◆ Goal of the exercise ◆
Collect the lines of the entries where "center" shows up.

(Stored data entries)

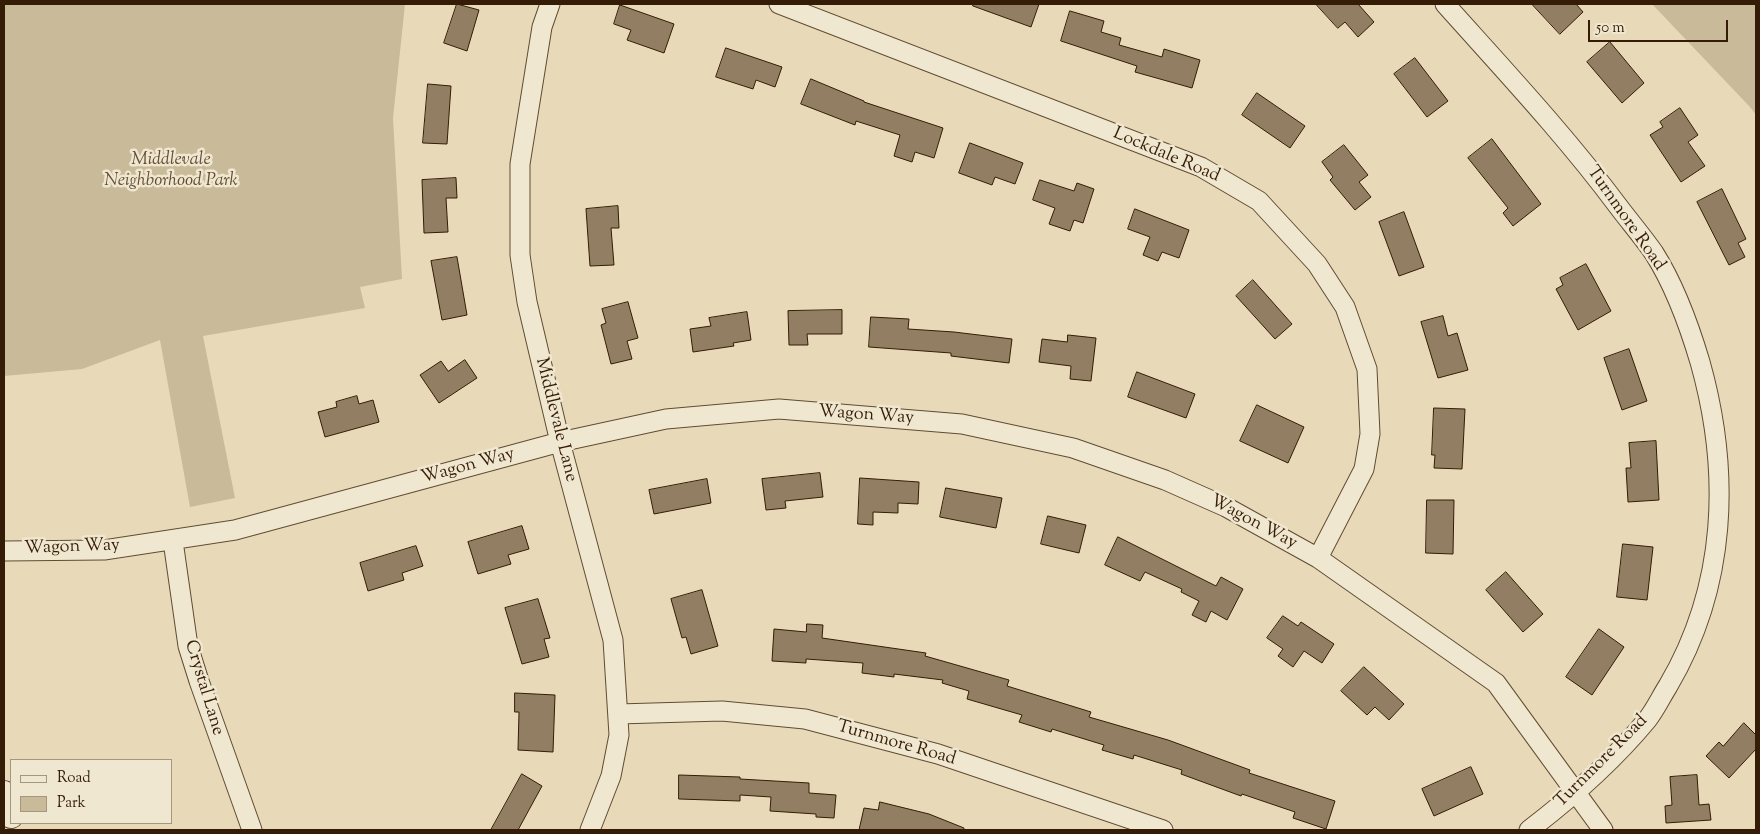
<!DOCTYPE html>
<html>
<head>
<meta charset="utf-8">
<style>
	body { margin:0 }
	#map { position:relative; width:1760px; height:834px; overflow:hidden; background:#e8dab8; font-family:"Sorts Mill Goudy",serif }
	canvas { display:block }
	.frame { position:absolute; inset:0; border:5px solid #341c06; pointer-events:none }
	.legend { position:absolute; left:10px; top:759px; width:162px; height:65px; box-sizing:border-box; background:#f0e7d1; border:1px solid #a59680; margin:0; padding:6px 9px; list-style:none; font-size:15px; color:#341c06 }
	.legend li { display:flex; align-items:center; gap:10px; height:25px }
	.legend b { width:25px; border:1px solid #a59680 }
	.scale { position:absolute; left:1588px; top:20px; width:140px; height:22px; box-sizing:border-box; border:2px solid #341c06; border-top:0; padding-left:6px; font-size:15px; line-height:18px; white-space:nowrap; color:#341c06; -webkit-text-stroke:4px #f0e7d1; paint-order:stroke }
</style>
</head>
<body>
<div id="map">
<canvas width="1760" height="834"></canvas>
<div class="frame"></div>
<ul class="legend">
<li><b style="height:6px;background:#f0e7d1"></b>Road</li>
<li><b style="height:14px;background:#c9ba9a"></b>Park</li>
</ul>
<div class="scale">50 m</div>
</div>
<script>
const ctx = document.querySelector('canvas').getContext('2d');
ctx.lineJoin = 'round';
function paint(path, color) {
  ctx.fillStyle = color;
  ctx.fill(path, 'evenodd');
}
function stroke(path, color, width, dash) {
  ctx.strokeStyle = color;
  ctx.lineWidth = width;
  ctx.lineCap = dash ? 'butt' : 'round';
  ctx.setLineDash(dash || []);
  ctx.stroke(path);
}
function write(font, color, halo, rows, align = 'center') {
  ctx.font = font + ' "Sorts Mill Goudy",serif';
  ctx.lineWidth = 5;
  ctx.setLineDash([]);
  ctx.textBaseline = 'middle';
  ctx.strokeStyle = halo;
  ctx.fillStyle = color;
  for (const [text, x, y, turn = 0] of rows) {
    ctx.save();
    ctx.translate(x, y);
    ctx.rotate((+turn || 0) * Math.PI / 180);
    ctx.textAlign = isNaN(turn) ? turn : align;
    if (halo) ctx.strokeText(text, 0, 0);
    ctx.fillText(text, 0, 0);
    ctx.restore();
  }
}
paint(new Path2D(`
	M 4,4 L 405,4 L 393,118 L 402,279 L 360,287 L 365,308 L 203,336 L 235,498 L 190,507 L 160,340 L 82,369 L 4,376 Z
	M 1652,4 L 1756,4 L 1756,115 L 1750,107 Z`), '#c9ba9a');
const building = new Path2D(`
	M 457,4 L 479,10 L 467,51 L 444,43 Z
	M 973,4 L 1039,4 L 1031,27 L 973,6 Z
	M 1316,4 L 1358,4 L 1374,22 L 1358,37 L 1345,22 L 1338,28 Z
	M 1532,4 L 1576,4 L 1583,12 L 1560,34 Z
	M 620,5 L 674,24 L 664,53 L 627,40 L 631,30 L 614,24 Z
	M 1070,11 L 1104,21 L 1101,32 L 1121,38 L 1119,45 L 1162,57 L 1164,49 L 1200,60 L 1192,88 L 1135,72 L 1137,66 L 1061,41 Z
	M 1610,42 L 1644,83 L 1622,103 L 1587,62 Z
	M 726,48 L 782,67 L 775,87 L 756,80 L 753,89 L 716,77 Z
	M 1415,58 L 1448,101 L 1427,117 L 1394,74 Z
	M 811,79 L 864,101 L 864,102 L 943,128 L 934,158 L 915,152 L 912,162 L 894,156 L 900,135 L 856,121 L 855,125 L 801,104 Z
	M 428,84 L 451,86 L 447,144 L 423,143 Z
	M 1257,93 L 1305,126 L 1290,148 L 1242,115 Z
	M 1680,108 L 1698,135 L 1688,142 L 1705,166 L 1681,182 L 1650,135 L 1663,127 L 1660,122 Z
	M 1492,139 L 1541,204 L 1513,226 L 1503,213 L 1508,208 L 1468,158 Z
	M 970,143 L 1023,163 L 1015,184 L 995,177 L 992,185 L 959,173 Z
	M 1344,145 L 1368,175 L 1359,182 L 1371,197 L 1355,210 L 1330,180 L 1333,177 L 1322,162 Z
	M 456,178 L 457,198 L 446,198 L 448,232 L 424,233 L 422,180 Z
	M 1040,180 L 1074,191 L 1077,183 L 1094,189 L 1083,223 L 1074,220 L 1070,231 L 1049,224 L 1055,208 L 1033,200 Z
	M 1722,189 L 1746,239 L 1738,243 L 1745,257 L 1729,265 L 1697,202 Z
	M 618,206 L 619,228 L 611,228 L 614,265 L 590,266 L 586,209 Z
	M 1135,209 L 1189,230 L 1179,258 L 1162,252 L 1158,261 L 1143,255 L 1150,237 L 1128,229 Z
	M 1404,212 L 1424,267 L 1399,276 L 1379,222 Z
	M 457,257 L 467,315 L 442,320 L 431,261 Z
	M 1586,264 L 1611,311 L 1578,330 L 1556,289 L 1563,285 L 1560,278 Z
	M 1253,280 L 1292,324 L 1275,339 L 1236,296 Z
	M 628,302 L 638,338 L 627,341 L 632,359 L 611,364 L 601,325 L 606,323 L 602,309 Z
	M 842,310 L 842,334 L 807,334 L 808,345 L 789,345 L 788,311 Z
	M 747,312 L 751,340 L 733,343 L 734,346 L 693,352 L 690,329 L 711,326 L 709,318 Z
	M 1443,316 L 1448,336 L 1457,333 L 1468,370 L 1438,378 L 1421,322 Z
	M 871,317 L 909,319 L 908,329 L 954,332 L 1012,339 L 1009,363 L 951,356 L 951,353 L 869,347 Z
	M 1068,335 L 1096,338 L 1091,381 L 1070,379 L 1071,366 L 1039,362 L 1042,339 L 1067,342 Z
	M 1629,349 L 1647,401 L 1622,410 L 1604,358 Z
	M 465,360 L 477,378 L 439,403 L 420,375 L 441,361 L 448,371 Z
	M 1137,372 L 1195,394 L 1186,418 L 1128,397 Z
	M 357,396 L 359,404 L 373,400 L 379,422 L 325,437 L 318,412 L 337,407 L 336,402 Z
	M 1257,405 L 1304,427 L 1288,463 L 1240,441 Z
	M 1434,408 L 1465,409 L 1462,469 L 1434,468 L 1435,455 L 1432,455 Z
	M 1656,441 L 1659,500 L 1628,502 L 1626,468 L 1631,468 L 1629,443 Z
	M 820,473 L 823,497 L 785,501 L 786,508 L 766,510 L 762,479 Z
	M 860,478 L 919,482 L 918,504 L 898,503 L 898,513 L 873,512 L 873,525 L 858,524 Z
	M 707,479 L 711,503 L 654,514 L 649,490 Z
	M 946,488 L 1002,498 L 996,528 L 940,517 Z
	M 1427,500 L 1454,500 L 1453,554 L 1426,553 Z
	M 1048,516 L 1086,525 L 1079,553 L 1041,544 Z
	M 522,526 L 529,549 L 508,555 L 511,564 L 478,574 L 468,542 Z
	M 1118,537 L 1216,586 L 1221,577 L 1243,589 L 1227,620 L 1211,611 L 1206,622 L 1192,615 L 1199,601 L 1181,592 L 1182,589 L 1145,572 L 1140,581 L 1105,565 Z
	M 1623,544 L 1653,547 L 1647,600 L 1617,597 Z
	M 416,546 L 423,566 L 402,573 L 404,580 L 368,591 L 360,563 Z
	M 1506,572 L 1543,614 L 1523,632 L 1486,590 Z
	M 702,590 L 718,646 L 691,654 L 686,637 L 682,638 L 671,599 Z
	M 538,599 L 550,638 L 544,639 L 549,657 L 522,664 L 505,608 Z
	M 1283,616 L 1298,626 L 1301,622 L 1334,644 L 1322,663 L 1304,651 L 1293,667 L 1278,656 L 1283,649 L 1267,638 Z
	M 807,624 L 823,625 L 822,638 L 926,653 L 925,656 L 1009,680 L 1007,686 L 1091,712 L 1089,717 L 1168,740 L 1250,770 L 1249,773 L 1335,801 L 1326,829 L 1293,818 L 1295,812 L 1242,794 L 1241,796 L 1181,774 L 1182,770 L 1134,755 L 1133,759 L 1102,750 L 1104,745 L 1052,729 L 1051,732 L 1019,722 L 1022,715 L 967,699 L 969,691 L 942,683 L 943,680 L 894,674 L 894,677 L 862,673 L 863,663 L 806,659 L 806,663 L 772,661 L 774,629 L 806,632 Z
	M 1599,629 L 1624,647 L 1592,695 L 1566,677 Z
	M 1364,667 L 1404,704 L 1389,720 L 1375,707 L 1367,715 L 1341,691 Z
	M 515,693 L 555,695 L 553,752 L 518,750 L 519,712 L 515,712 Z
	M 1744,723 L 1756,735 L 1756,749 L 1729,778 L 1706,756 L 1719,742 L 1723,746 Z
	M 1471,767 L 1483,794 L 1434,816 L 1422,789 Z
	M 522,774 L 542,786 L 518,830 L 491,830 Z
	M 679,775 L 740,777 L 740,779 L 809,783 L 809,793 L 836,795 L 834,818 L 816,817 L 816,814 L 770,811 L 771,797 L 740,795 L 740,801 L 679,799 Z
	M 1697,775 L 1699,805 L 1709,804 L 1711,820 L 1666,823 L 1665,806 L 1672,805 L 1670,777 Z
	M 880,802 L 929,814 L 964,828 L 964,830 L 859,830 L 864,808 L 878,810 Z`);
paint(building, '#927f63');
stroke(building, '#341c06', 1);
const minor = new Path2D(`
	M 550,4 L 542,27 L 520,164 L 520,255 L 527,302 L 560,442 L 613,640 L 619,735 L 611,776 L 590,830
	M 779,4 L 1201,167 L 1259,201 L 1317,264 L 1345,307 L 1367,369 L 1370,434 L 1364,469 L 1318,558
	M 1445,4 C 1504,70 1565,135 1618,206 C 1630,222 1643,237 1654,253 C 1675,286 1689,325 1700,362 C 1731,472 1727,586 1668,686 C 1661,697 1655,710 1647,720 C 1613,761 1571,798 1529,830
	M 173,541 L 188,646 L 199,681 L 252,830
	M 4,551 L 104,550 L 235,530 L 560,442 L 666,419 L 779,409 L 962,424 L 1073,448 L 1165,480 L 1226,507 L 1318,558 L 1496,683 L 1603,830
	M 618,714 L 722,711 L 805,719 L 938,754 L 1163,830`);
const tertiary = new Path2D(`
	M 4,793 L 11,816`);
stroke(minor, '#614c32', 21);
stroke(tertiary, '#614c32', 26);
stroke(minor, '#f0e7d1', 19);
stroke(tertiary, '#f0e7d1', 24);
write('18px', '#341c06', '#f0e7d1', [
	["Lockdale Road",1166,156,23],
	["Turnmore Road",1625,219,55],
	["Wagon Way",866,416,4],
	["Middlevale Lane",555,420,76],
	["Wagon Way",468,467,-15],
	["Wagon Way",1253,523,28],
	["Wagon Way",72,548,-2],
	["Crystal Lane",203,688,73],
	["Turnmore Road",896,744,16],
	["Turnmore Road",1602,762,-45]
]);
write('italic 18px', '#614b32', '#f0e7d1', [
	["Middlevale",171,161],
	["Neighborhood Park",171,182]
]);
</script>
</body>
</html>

◆ Result for this exercise ◆
	.legend li { display:flex; align-items:center; gap:10px; height:25px }
function write(font, color, halo, rows, align = 'center') {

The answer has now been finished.